— What is required —
If a line of the data below contains the string "water", copy it into your answer.

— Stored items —
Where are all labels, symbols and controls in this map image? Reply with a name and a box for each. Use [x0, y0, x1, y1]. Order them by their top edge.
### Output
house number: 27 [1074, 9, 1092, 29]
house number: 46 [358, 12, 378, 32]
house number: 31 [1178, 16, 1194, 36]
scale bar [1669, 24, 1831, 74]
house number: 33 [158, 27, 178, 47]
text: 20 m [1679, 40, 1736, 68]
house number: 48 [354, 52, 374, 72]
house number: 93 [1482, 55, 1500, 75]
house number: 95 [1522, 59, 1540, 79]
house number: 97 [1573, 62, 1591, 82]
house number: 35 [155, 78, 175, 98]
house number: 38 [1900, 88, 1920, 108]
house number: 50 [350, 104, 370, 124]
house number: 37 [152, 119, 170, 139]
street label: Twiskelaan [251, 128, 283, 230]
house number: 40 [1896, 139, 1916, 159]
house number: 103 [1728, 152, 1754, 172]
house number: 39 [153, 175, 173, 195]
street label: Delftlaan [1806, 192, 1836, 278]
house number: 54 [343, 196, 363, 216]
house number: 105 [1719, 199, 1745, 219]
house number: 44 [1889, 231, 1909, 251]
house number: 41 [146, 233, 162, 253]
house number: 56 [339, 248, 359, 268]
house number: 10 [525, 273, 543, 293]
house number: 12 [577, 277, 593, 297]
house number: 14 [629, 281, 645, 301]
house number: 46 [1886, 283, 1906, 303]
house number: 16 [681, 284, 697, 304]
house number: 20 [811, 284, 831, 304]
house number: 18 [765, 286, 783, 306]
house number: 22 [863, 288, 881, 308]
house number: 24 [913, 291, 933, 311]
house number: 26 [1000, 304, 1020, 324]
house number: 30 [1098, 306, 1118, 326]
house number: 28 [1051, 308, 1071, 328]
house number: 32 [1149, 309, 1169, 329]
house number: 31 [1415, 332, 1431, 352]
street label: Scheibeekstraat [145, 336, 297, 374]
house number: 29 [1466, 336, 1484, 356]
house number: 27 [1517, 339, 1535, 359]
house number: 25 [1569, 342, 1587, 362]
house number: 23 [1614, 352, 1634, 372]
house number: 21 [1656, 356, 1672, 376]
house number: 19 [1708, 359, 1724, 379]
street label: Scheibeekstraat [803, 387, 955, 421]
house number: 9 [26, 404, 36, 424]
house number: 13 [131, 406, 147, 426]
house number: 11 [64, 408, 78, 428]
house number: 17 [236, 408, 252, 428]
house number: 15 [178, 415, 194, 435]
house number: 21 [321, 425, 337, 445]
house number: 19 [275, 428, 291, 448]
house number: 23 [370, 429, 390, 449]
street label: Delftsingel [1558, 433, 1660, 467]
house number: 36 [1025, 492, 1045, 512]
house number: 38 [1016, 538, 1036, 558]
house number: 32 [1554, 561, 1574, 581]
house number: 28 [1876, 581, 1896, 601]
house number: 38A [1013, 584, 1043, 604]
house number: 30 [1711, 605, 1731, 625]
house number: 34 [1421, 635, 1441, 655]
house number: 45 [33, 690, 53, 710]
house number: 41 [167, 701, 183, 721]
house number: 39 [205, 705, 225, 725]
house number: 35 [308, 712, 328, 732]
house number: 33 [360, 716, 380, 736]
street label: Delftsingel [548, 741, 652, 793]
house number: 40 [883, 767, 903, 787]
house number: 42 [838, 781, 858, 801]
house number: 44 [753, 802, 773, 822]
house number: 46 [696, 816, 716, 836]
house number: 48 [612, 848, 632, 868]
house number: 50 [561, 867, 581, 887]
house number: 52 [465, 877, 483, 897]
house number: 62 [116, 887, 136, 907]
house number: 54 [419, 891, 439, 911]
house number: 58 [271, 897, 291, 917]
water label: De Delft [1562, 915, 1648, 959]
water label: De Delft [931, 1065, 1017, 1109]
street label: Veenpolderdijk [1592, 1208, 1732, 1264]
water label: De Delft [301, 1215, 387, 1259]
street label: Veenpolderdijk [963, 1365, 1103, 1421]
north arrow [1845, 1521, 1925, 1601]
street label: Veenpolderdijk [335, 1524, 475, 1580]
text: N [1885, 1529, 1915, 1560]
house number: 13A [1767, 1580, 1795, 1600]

— Output for this exercise —
water label: De Delft [1562, 915, 1648, 959]
water label: De Delft [931, 1065, 1017, 1109]
water label: De Delft [301, 1215, 387, 1259]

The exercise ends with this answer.